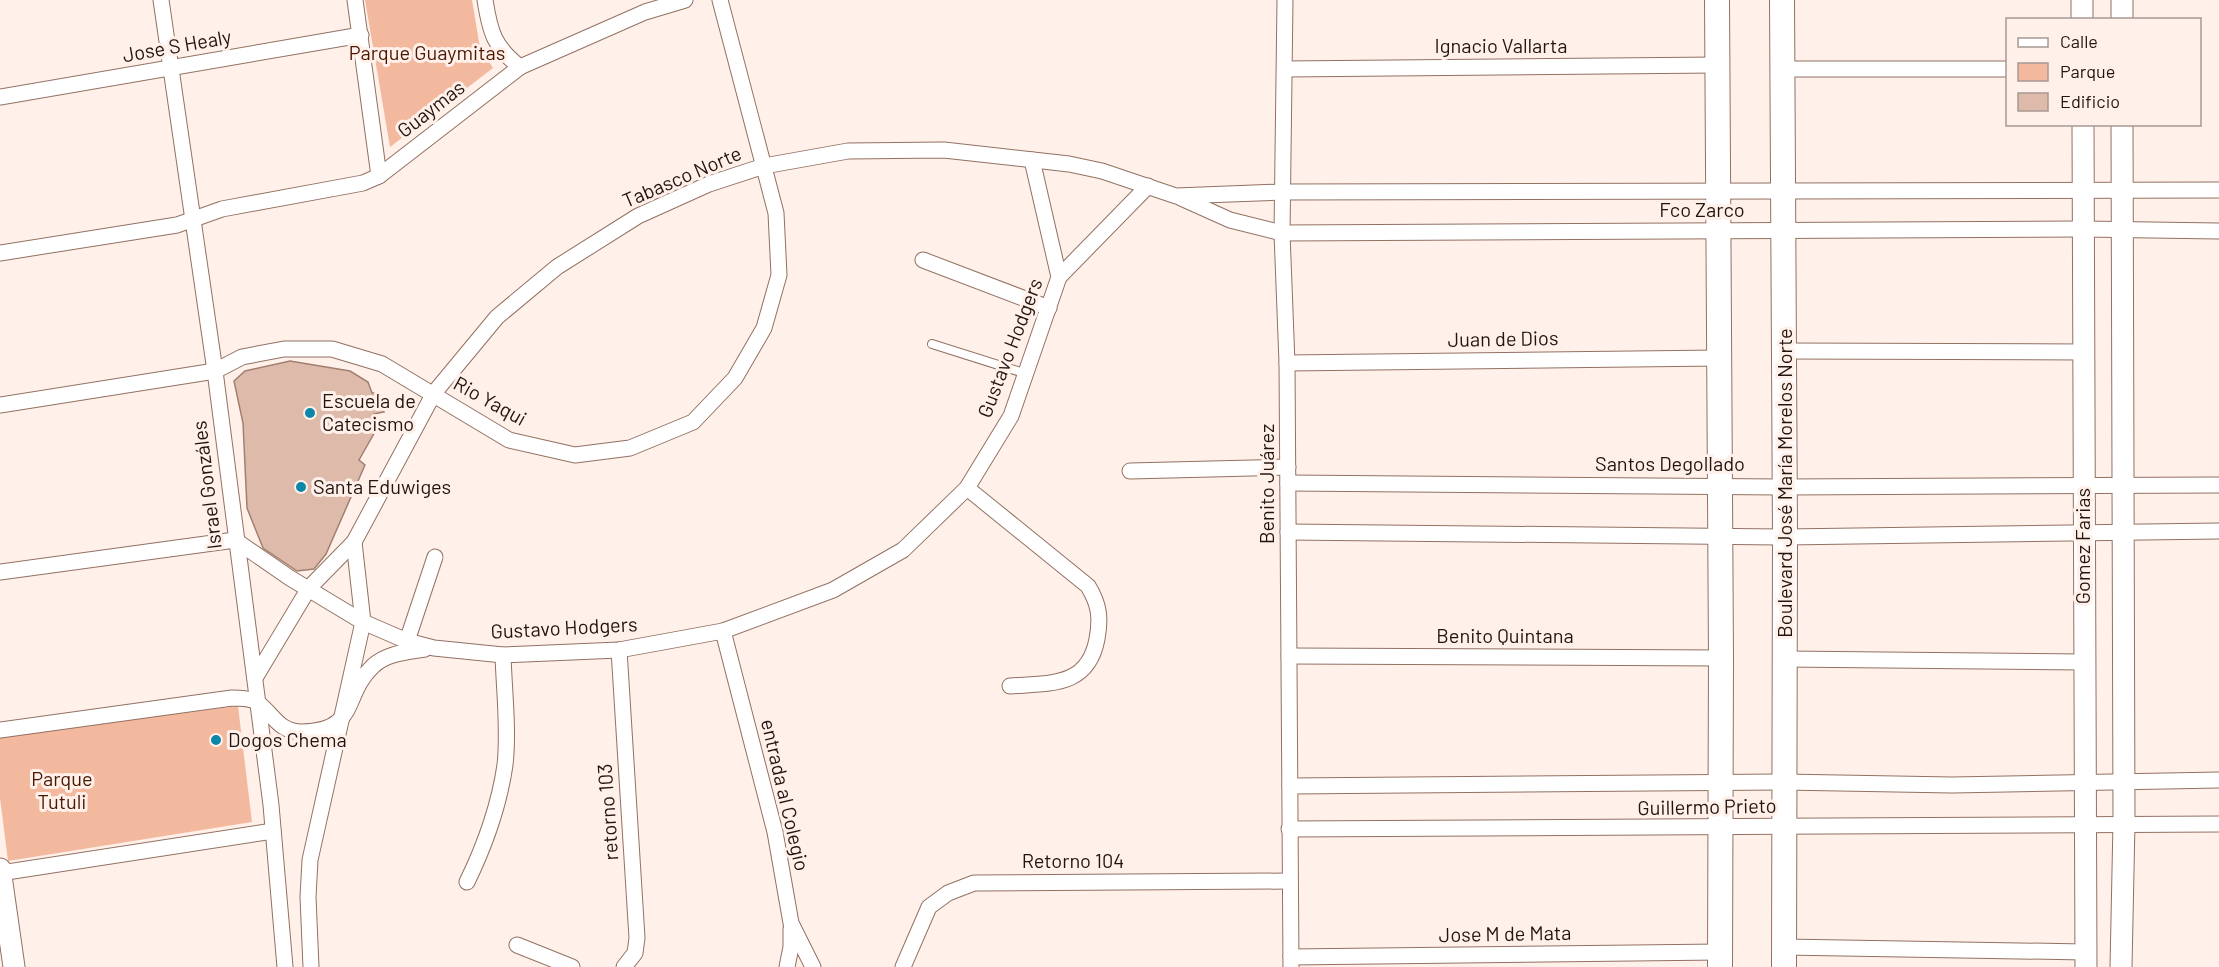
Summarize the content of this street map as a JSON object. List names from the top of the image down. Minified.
{"streets":{"main road":["Boulevard José María Morelos Norte"],"street":["Jose S Healy","Ignacio Vallarta","Guaymas","Tabasco Norte","Fco Zarco","Juan de Dios","Gustavo Hodgers","Rio Yaqui","Santos Degollado","Benito Juárez","Israel Gonzáles","Gomez Farias","Benito Quintana","entrada al Colegio","Guillermo Prieto","retorno 103","Retorno 104","Jose M de Mata"]},"crossings":[["Jose S Healy","Israel Gonzáles"],["Ignacio Vallarta","Benito Juárez"],["Guaymas","Israel Gonzáles"],["Tabasco Norte","Fco Zarco"],["Tabasco Norte","Gustavo Hodgers"],["Tabasco Norte","Rio Yaqui"],["Tabasco Norte","Benito Juárez"],["Tabasco Norte","Israel Gonzáles"],["Fco Zarco","Boulevard José María Morelos Norte"],["Fco Zarco","Benito Juárez"],["Fco Zarco","Gomez Farias"],["Juan de Dios","Benito Juárez"],["Gustavo Hodgers","Israel Gonzáles"],["Gustavo Hodgers","entrada al Colegio"],["Gustavo Hodgers","retorno 103"],["Rio Yaqui","Israel Gonzáles"],["Santos Degollado","Boulevard José María Morelos Norte"],["Santos Degollado","Benito Juárez"],["Santos Degollado","Gomez Farias"],["Boulevard José María Morelos Norte","Guillermo Prieto"],["Benito Juárez","Benito Quintana"],["Benito Juárez","Guillermo Prieto"],["Benito Juárez","Retorno 104"],["Benito Juárez","Jose M de Mata"],["Gomez Farias","Guillermo Prieto"]],"parks":["Parque Guaymitas","Parque Tutuli"],"places":["Escuela de Catecismo","Santa Eduwiges","Dogos Chema"],"legend":["Calle","Parque","Edificio"]}
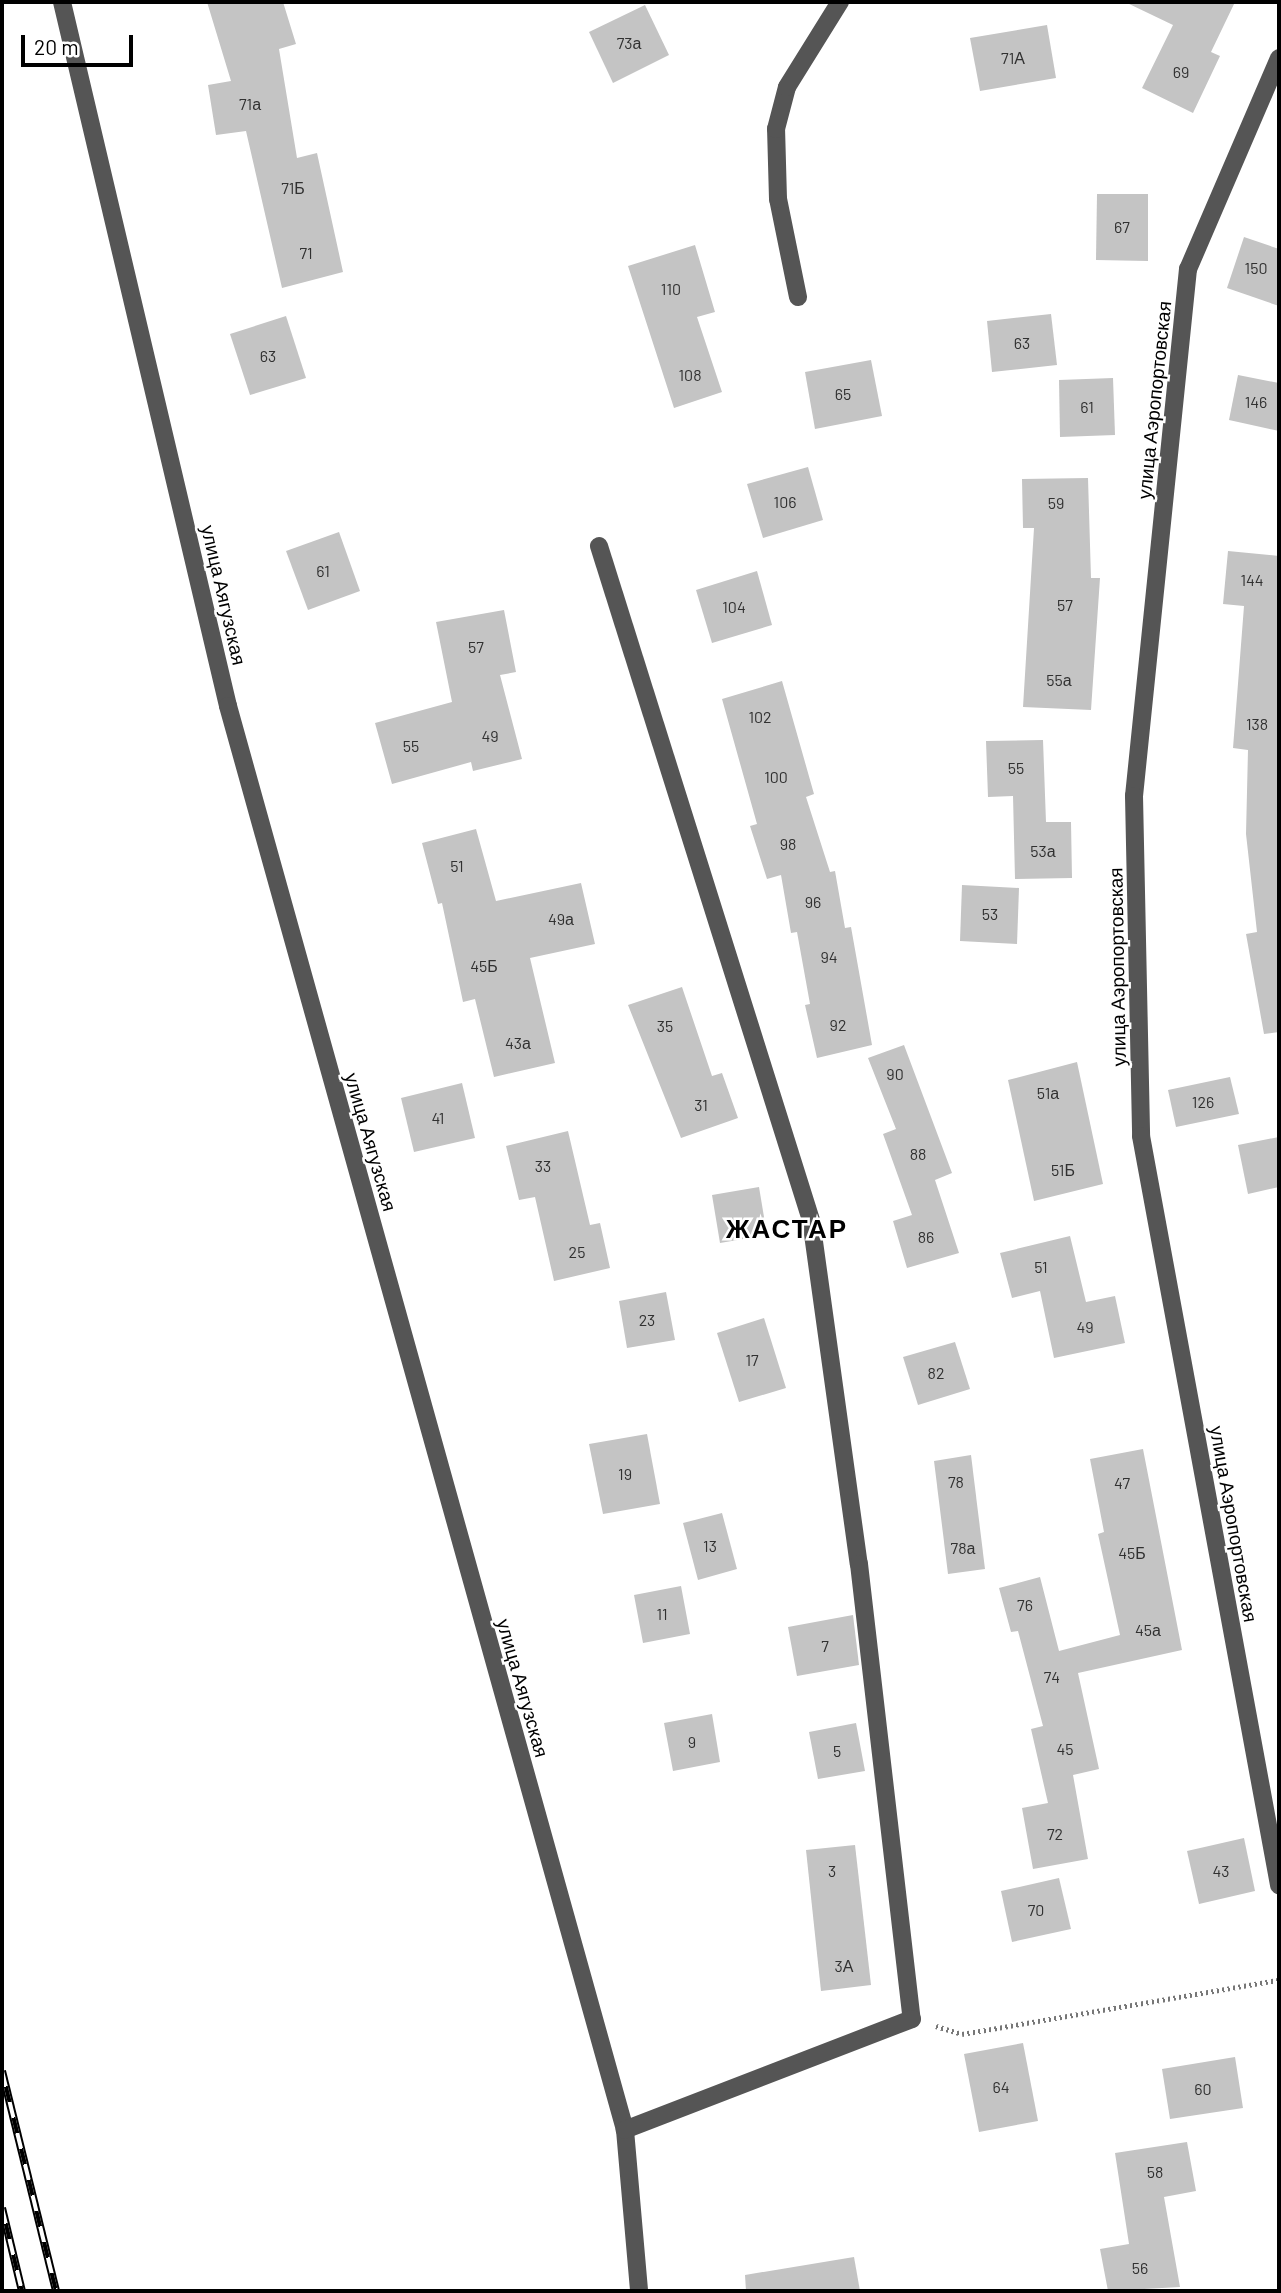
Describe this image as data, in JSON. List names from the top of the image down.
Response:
{
  "streets": {
    "street": ["улица Аэропортовская", "улица Аягузская"]
  },
  "districts": ["ЖАСТАР"],
  "house_numbers": [
    "73а",
    "71А",
    "69",
    "71а",
    "71Б",
    "67",
    "71",
    "150",
    "110",
    "63",
    "63",
    "108",
    "65",
    "146",
    "61",
    "106",
    "59",
    "61",
    "144",
    "57",
    "104",
    "57",
    "55а",
    "102",
    "138",
    "49",
    "55",
    "55",
    "100",
    "98",
    "53а",
    "51",
    "96",
    "53",
    "49а",
    "94",
    "45Б",
    "92",
    "35",
    "43а",
    "90",
    "51а",
    "126",
    "31",
    "41",
    "88",
    "33",
    "51Б",
    "86",
    "25",
    "51",
    "23",
    "49",
    "17",
    "82",
    "19",
    "78",
    "47",
    "13",
    "78а",
    "45Б",
    "76",
    "11",
    "45а",
    "7",
    "74",
    "9",
    "45",
    "5",
    "72",
    "3",
    "43",
    "70",
    "3А",
    "64",
    "60",
    "58",
    "56"
  ],
  "scale_bar": "20 m"
}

************

Exercise
Only lines with the word "this" should be collected from the material.

Task output
Summarize the content of this street map as a JSON object. List names from the top of the image down. Minified.
Describe this image as data, in JSON. List names from the top of the image down.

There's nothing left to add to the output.